Material for this task Block Start
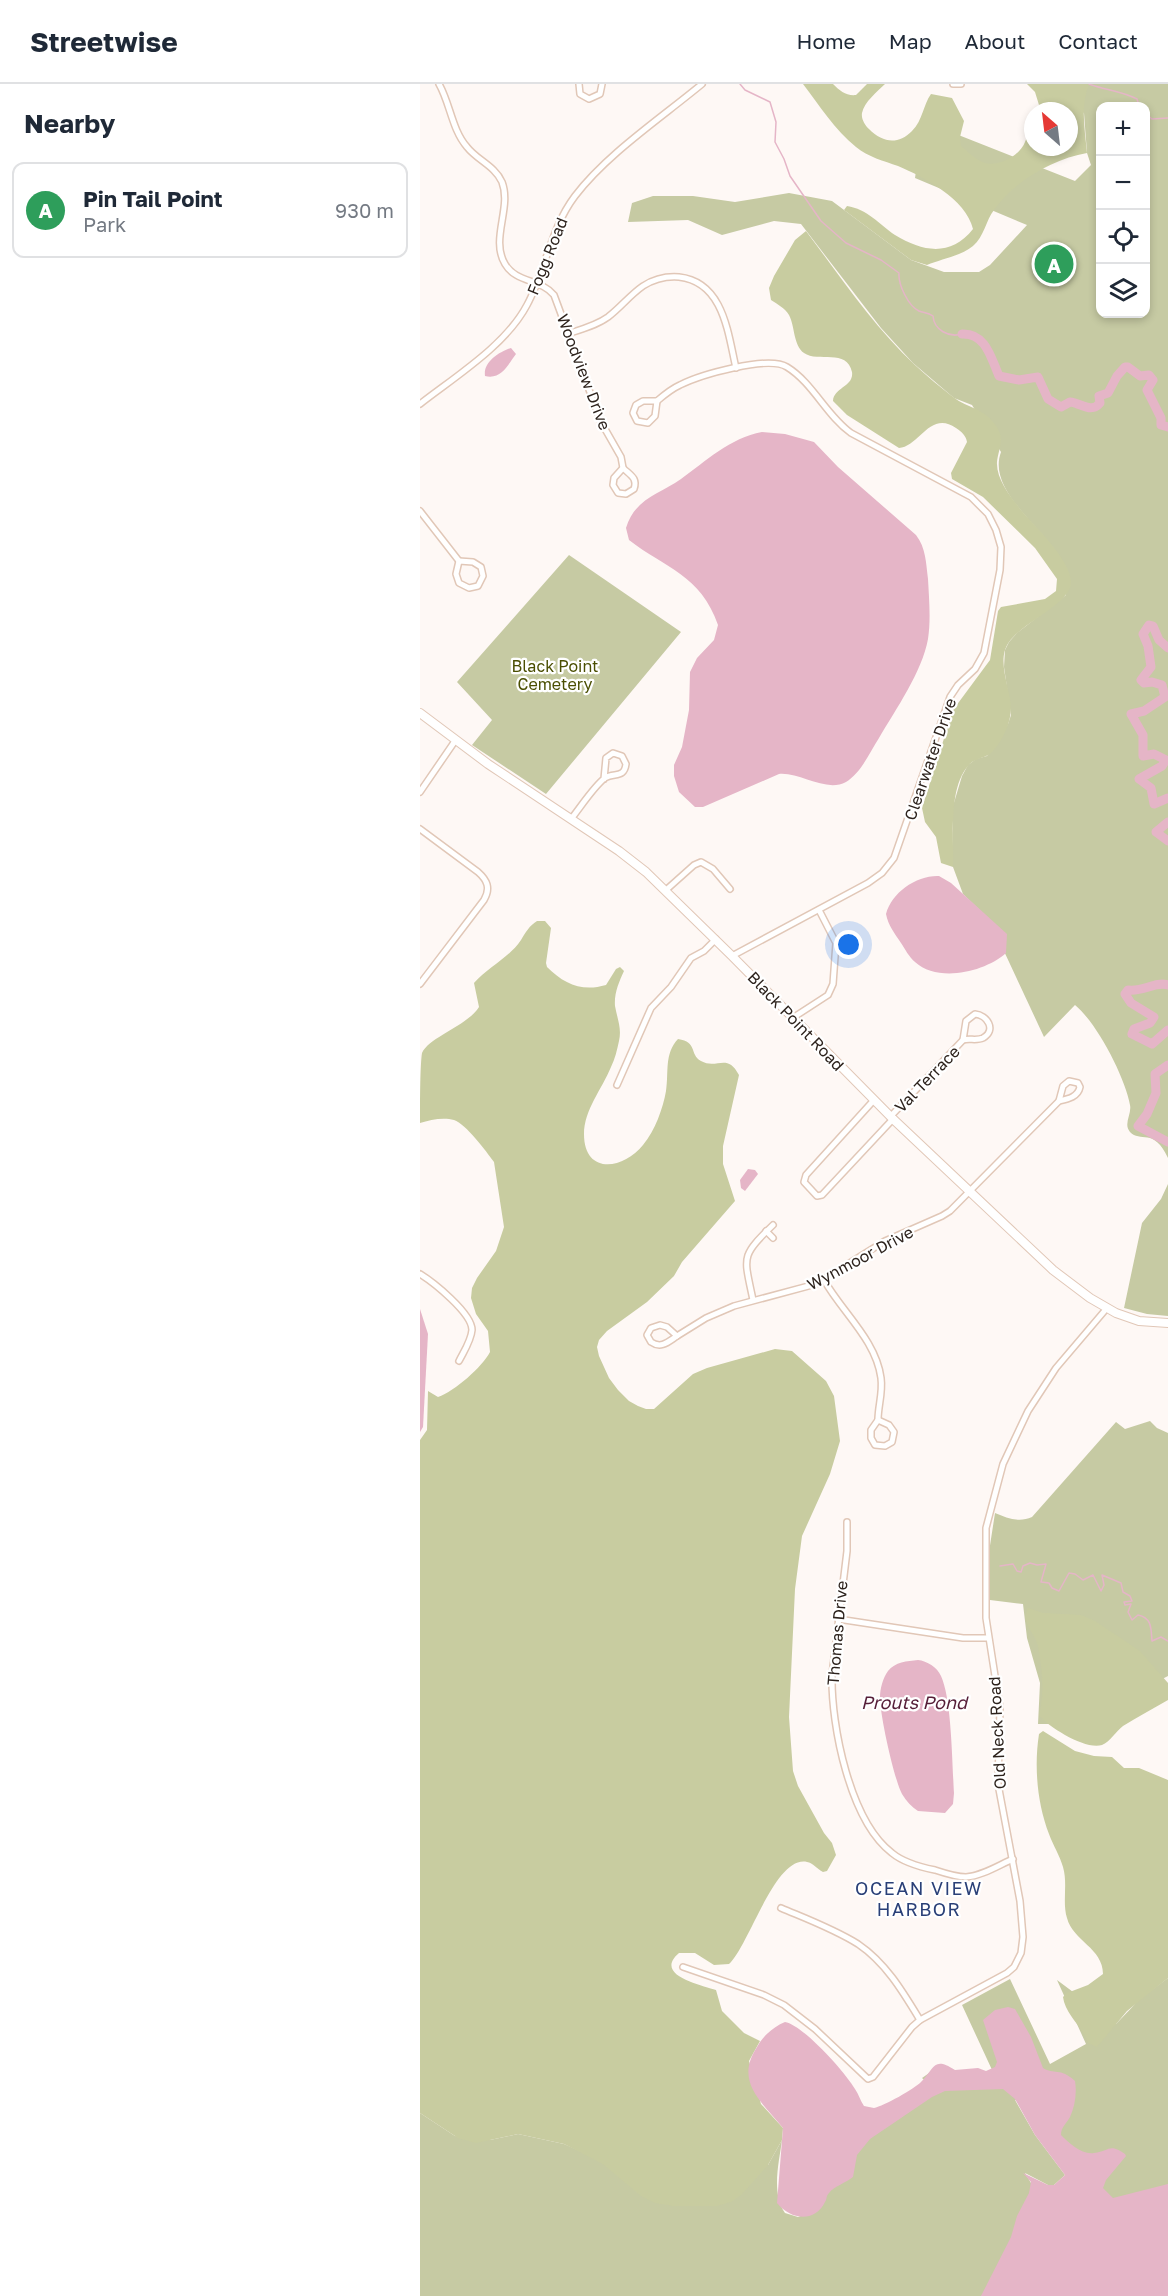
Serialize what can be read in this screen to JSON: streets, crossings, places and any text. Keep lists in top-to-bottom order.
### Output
{
  "streets": {
    "main road": ["Black Point Road"],
    "street": [
      "Fogg Road",
      "Woodview Drive",
      "Clearwater Drive",
      "Val Terrace",
      "Wynmoor Drive",
      "Thomas Drive",
      "Old Neck Road"
    ]
  },
  "crossings": [
    ["Fogg Road", "Woodview Drive"],
    ["Clearwater Drive", "Black Point Road"],
    ["Black Point Road", "Val Terrace"],
    ["Black Point Road", "Wynmoor Drive"],
    ["Black Point Road", "Old Neck Road"],
    ["Thomas Drive", "Old Neck Road"]
  ],
  "districts": ["OCEAN VIEW HARBOR"],
  "water": ["Prouts Pond"],
  "parks": ["Black Point Cemetery"],
  "north": "top left",
  "page": {
    "header": "Streetwise",
    "nav": [
      "Home",
      "Map",
      "About",
      "Contact"
    ],
    "heading": "Nearby",
    "map_buttons": ["+", "−"],
    "list": [
      {
        "mark": "A",
        "name": "Pin Tail Point",
        "note": "Park",
        "value": "930 m"
      }
    ],
    "pins": "A"
  }
}
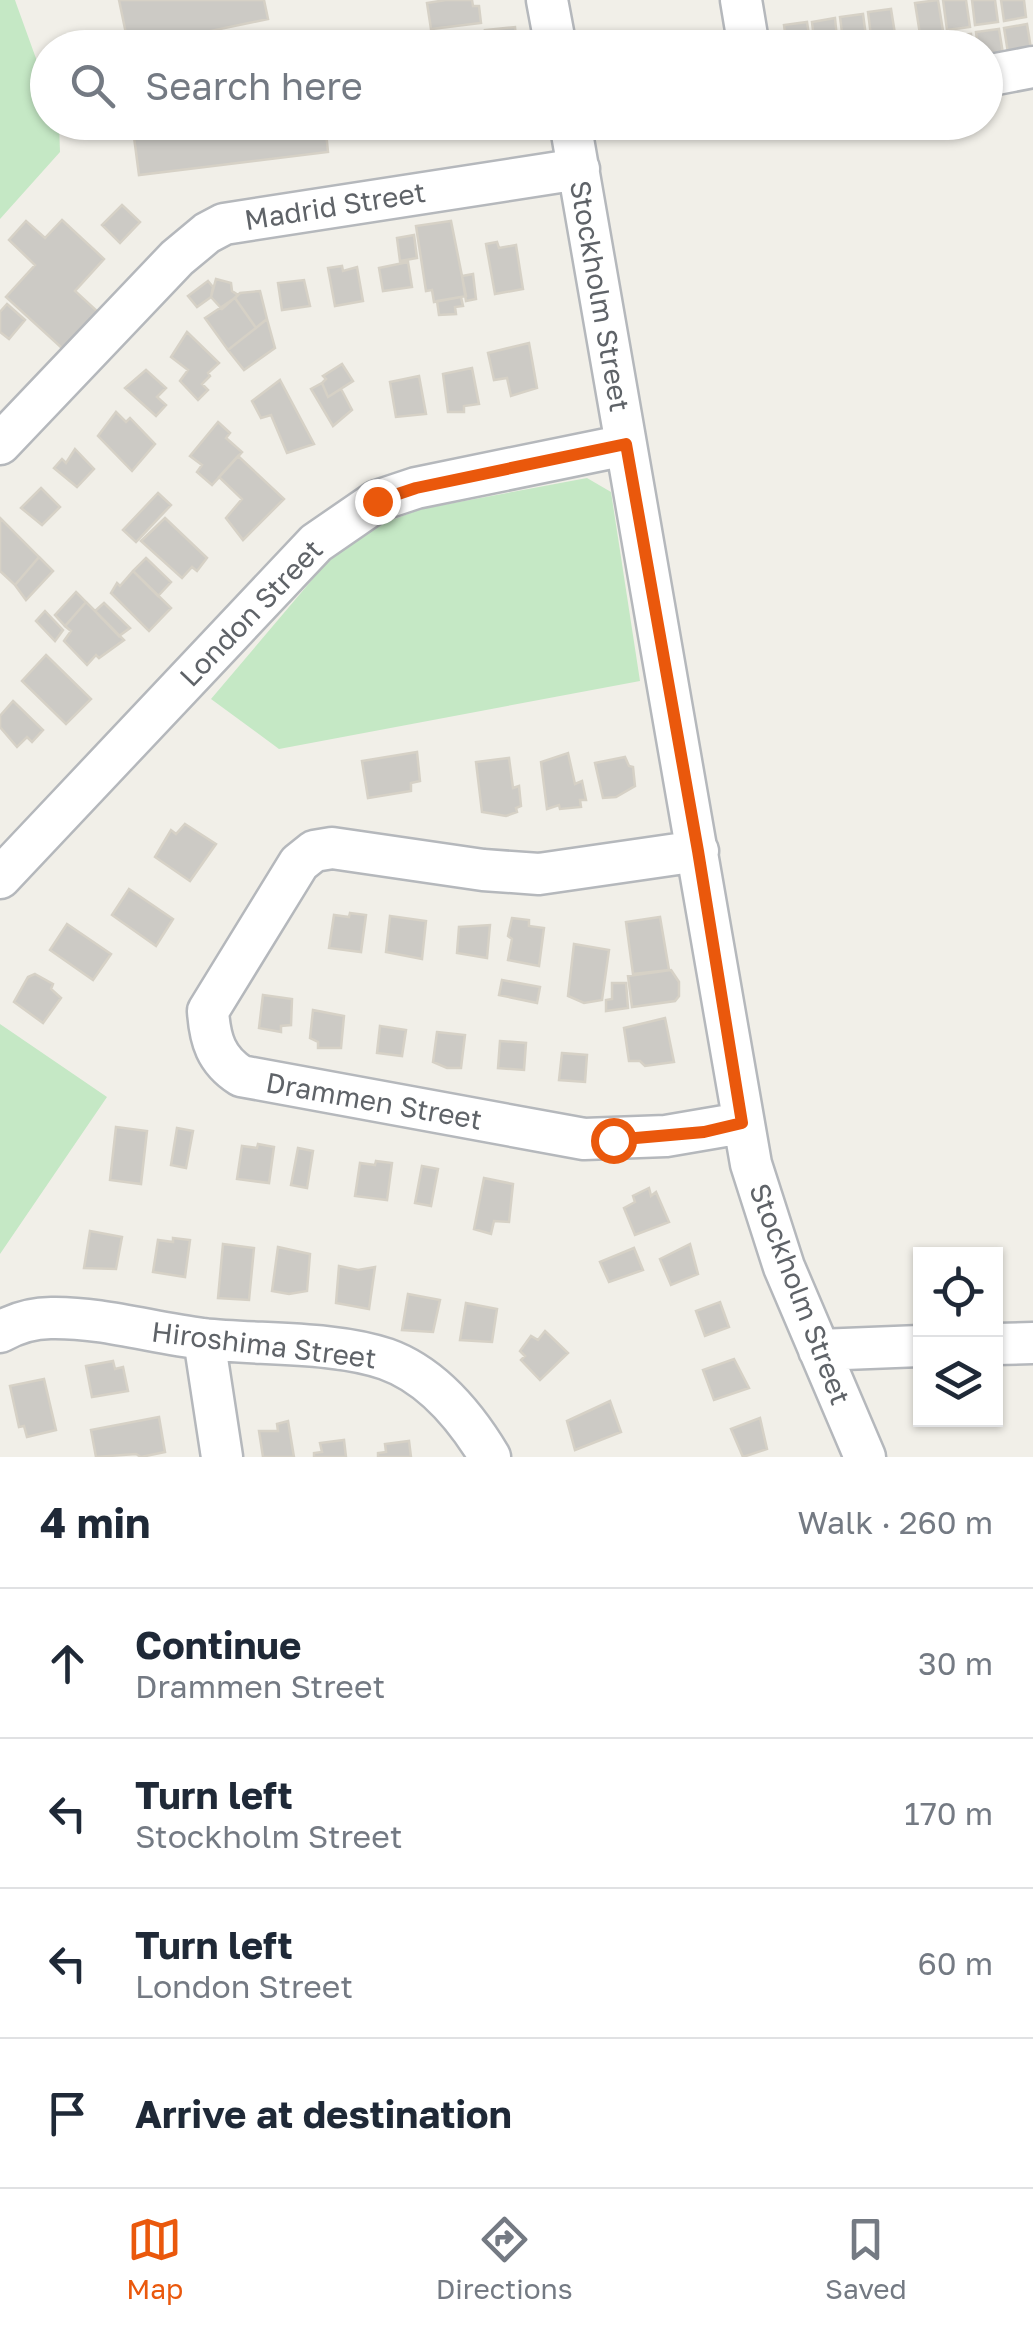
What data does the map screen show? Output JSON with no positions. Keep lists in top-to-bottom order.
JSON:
{
  "streets": {
    "street": [
      "Madrid Street",
      "Stockholm Street",
      "London Street",
      "Drammen Street",
      "Hiroshima Street"
    ]
  },
  "crossings": [
    ["Madrid Street", "Stockholm Street"],
    ["Stockholm Street", "London Street"],
    ["Stockholm Street", "Drammen Street"]
  ],
  "page": {
    "search": "Search here",
    "heading": ["4 min", "Walk · 260 m"],
    "list": [
      ["Continue", "Drammen Street", "30 m"],
      ["Turn left", "Stockholm Street", "170 m"],
      ["Turn left", "London Street", "60 m"],
      "Arrive at destination"
    ],
    "nav": ["Map", "Directions", "Saved"]
  }
}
Material for this task Block End
Task objective: Return, in full, every line of these entries that holds "Keep".

Result below:
Serialize what can be read in this screen to JSON: streets, crossings, places and any text. Keep lists in top-to-bottom order.
What data does the map screen show? Output JSON with no positions. Keep lists in top-to-bottom order.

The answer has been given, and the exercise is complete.